## Dataset extract
=== Section Start ===

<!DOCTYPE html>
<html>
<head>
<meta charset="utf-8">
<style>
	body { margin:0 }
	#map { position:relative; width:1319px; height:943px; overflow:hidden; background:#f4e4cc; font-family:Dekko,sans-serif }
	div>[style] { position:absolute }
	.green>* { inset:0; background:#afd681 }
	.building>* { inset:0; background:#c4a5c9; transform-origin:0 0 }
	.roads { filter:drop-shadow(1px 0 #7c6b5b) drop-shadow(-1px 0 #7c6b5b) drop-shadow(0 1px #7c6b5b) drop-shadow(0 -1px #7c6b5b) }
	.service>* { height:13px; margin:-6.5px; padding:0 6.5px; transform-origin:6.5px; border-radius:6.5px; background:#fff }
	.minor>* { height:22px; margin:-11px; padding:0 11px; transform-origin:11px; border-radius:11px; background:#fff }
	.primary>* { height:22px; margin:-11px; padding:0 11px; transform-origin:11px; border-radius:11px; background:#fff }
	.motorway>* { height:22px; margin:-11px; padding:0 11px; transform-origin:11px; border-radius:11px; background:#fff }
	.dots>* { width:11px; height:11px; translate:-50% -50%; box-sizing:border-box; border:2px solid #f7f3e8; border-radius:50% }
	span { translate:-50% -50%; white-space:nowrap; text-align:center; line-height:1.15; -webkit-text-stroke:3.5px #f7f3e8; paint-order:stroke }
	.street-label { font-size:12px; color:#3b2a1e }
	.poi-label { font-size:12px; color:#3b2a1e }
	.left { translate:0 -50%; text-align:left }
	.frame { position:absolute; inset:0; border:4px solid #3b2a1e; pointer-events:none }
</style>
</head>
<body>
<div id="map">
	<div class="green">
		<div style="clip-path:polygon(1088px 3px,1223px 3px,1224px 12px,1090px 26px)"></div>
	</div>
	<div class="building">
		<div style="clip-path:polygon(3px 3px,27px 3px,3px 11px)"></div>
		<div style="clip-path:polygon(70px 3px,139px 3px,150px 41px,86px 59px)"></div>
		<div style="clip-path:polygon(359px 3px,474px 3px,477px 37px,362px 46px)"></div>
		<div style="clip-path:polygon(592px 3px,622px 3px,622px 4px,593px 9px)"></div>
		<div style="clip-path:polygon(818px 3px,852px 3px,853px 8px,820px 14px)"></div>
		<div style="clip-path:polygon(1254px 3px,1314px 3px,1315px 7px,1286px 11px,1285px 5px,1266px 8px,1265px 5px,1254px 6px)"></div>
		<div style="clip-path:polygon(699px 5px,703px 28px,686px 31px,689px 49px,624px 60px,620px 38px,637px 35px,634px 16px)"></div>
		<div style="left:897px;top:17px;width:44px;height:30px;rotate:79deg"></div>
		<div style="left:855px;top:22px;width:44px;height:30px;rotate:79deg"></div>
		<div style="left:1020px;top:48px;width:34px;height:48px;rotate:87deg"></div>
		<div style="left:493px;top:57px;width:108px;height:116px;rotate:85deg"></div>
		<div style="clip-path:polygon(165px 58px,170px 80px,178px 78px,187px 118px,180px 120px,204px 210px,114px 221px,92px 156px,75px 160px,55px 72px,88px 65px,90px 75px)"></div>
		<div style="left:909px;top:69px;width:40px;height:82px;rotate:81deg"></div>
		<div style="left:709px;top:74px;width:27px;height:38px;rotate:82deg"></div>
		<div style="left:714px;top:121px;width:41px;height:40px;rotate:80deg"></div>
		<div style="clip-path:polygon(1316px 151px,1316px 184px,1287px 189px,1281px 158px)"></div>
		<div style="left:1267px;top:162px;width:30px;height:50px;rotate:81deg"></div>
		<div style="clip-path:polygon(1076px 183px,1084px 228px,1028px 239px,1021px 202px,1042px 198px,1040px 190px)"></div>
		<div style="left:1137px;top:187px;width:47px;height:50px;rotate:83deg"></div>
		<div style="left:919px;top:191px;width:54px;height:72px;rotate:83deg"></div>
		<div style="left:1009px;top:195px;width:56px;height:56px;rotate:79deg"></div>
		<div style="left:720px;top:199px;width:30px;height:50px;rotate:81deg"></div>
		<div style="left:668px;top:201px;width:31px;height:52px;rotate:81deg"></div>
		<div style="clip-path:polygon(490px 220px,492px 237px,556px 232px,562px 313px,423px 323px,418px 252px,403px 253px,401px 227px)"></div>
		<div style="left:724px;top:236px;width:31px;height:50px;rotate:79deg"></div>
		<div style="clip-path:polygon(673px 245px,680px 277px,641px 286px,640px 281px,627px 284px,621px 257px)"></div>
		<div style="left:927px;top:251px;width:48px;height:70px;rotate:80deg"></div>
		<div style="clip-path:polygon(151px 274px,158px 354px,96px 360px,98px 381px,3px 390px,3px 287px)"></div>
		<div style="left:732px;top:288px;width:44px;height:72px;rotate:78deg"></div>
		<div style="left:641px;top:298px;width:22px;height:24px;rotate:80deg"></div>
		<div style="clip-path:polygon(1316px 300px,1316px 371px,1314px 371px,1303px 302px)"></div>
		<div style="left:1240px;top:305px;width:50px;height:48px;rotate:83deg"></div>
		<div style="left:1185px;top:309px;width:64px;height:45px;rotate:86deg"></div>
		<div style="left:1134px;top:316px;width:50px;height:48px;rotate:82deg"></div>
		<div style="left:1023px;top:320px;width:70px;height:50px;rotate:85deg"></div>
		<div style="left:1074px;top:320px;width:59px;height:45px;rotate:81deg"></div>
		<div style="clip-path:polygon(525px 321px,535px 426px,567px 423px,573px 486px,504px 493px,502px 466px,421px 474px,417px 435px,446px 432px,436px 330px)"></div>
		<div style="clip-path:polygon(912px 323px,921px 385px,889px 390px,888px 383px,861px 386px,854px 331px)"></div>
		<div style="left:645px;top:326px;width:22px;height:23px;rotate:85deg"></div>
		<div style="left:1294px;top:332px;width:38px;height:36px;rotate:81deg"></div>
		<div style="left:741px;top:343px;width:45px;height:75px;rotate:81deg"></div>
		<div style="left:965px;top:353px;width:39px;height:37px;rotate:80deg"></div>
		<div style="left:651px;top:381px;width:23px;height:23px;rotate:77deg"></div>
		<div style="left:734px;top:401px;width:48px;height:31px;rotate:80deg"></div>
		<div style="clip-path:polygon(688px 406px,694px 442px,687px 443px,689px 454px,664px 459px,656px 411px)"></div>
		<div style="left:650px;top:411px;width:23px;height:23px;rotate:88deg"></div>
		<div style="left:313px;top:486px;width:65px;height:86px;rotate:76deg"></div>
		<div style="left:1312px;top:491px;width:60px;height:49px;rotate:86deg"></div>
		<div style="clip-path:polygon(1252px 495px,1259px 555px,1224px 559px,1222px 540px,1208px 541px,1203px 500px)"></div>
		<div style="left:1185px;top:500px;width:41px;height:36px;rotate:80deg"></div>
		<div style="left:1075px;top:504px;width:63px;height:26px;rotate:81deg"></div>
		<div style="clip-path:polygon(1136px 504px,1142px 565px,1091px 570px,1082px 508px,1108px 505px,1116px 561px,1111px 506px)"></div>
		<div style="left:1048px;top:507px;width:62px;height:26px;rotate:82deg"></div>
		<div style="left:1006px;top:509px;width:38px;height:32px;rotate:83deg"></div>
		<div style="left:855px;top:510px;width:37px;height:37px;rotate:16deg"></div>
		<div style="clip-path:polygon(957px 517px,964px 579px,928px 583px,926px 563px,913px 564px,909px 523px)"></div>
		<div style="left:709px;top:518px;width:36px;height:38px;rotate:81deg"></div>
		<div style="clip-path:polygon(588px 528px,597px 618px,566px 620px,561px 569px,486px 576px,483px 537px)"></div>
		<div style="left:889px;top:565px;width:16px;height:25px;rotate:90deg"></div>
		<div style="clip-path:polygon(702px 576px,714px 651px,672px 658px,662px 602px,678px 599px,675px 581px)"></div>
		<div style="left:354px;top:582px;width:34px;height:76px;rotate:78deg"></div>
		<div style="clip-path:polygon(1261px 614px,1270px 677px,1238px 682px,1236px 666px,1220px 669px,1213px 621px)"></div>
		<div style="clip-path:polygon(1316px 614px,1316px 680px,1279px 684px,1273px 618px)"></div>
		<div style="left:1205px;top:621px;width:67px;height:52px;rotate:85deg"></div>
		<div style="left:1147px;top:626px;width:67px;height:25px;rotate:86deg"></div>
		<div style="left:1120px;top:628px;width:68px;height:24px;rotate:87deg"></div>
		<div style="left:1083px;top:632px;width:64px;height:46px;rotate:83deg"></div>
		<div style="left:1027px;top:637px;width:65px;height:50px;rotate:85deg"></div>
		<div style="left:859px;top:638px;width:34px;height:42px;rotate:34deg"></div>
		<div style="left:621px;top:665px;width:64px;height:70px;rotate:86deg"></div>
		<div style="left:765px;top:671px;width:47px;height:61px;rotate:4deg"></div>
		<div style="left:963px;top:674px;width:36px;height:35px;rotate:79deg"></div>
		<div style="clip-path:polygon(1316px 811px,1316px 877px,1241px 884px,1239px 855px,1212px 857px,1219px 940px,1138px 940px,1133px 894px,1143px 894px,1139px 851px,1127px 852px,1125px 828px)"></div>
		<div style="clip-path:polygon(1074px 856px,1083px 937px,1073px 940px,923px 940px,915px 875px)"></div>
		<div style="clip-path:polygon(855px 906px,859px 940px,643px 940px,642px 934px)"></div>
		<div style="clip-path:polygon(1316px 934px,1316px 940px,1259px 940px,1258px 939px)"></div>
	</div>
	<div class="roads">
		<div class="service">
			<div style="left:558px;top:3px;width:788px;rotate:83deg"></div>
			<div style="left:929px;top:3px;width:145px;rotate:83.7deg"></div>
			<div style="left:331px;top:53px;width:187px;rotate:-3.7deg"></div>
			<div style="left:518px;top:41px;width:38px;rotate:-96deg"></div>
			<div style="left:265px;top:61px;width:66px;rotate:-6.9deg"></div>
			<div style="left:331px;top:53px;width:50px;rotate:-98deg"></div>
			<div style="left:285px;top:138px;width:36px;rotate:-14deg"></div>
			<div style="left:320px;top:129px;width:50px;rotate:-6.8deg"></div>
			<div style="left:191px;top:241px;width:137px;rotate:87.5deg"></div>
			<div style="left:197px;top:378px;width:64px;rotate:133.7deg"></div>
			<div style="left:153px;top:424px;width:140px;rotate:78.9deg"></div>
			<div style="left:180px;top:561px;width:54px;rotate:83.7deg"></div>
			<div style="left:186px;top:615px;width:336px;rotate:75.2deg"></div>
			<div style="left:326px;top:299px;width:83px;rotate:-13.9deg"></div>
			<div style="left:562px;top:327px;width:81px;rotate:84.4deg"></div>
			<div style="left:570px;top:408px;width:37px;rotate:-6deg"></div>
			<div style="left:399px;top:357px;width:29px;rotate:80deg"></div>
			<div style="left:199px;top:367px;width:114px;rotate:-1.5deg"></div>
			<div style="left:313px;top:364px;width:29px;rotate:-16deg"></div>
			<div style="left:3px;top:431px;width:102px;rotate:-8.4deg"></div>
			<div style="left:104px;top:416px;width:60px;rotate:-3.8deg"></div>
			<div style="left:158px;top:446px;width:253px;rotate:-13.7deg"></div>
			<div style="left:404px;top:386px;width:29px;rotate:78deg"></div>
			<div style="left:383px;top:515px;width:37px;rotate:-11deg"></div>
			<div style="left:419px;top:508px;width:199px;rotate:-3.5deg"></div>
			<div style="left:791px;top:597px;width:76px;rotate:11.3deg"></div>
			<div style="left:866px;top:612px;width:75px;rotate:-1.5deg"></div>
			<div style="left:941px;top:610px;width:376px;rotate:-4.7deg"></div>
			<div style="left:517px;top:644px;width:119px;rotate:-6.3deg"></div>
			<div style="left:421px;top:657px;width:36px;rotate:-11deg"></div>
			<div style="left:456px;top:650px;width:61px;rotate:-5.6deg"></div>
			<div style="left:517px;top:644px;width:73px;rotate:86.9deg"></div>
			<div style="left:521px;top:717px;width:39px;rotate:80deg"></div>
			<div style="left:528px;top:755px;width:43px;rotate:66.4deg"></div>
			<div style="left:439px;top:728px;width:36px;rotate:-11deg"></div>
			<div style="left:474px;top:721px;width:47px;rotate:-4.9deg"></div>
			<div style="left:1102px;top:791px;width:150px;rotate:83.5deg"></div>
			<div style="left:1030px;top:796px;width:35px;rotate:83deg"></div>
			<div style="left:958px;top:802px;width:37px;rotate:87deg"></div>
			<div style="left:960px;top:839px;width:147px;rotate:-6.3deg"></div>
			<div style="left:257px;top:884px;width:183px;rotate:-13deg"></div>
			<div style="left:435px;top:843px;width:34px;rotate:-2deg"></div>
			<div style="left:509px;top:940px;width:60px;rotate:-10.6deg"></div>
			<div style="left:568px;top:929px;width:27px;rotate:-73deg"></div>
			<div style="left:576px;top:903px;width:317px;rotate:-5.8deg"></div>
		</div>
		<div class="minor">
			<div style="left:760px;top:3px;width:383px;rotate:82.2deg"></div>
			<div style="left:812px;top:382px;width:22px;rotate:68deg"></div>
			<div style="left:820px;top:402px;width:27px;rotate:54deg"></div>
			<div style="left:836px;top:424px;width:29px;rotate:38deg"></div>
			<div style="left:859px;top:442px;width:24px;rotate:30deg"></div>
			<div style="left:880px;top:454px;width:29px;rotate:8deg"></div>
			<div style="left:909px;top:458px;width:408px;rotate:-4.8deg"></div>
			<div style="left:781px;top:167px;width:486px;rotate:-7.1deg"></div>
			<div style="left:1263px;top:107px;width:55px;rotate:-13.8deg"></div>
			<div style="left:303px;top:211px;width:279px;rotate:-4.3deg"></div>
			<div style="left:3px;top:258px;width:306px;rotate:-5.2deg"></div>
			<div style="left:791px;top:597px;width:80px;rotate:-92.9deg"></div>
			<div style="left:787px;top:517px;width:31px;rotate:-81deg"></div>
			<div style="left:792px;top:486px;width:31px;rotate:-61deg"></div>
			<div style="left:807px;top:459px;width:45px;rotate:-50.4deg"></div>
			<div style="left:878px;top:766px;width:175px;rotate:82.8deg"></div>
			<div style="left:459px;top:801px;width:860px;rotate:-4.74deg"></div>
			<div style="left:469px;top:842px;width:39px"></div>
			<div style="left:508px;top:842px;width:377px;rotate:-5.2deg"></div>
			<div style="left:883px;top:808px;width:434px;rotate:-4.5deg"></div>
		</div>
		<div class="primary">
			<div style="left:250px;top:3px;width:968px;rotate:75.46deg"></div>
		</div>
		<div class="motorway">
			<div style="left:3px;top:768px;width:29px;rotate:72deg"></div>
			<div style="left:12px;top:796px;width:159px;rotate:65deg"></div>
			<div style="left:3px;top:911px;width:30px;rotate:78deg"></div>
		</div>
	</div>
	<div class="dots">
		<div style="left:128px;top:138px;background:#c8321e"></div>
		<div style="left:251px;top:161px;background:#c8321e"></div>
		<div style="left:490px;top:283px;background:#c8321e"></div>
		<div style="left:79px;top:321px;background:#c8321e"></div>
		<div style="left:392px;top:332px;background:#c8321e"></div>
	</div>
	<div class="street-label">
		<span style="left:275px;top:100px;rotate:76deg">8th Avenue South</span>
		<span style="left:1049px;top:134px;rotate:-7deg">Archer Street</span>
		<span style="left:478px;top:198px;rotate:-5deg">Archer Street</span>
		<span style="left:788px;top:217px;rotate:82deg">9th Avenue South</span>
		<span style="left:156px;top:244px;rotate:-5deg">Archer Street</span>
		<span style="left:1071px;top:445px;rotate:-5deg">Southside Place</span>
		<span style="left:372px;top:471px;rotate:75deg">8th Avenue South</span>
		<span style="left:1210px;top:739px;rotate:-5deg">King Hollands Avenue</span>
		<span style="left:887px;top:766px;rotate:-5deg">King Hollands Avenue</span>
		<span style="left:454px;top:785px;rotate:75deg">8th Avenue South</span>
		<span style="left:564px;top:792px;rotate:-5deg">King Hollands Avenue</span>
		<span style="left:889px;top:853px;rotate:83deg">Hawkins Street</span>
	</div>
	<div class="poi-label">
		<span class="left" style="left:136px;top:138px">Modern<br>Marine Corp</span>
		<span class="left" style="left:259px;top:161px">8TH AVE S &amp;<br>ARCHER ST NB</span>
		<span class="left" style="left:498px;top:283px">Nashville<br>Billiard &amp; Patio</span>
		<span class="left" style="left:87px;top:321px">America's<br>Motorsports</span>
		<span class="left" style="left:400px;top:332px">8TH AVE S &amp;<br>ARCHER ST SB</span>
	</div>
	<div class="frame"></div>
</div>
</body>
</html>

=== Section End ===

Give back exactly what runs from the first line of the listing above to the line that contains "filter:drop-shadow(1px 0 #7c6b5b)", keeping both end lines.

## Answer to the problem
<!DOCTYPE html>
<html>
<head>
<meta charset="utf-8">
<style>
	body { margin:0 }
	#map { position:relative; width:1319px; height:943px; overflow:hidden; background:#f4e4cc; font-family:Dekko,sans-serif }
	div>[style] { position:absolute }
	.green>* { inset:0; background:#afd681 }
	.building>* { inset:0; background:#c4a5c9; transform-origin:0 0 }
	.roads { filter:drop-shadow(1px 0 #7c6b5b) drop-shadow(-1px 0 #7c6b5b) drop-shadow(0 1px #7c6b5b) drop-shadow(0 -1px #7c6b5b) }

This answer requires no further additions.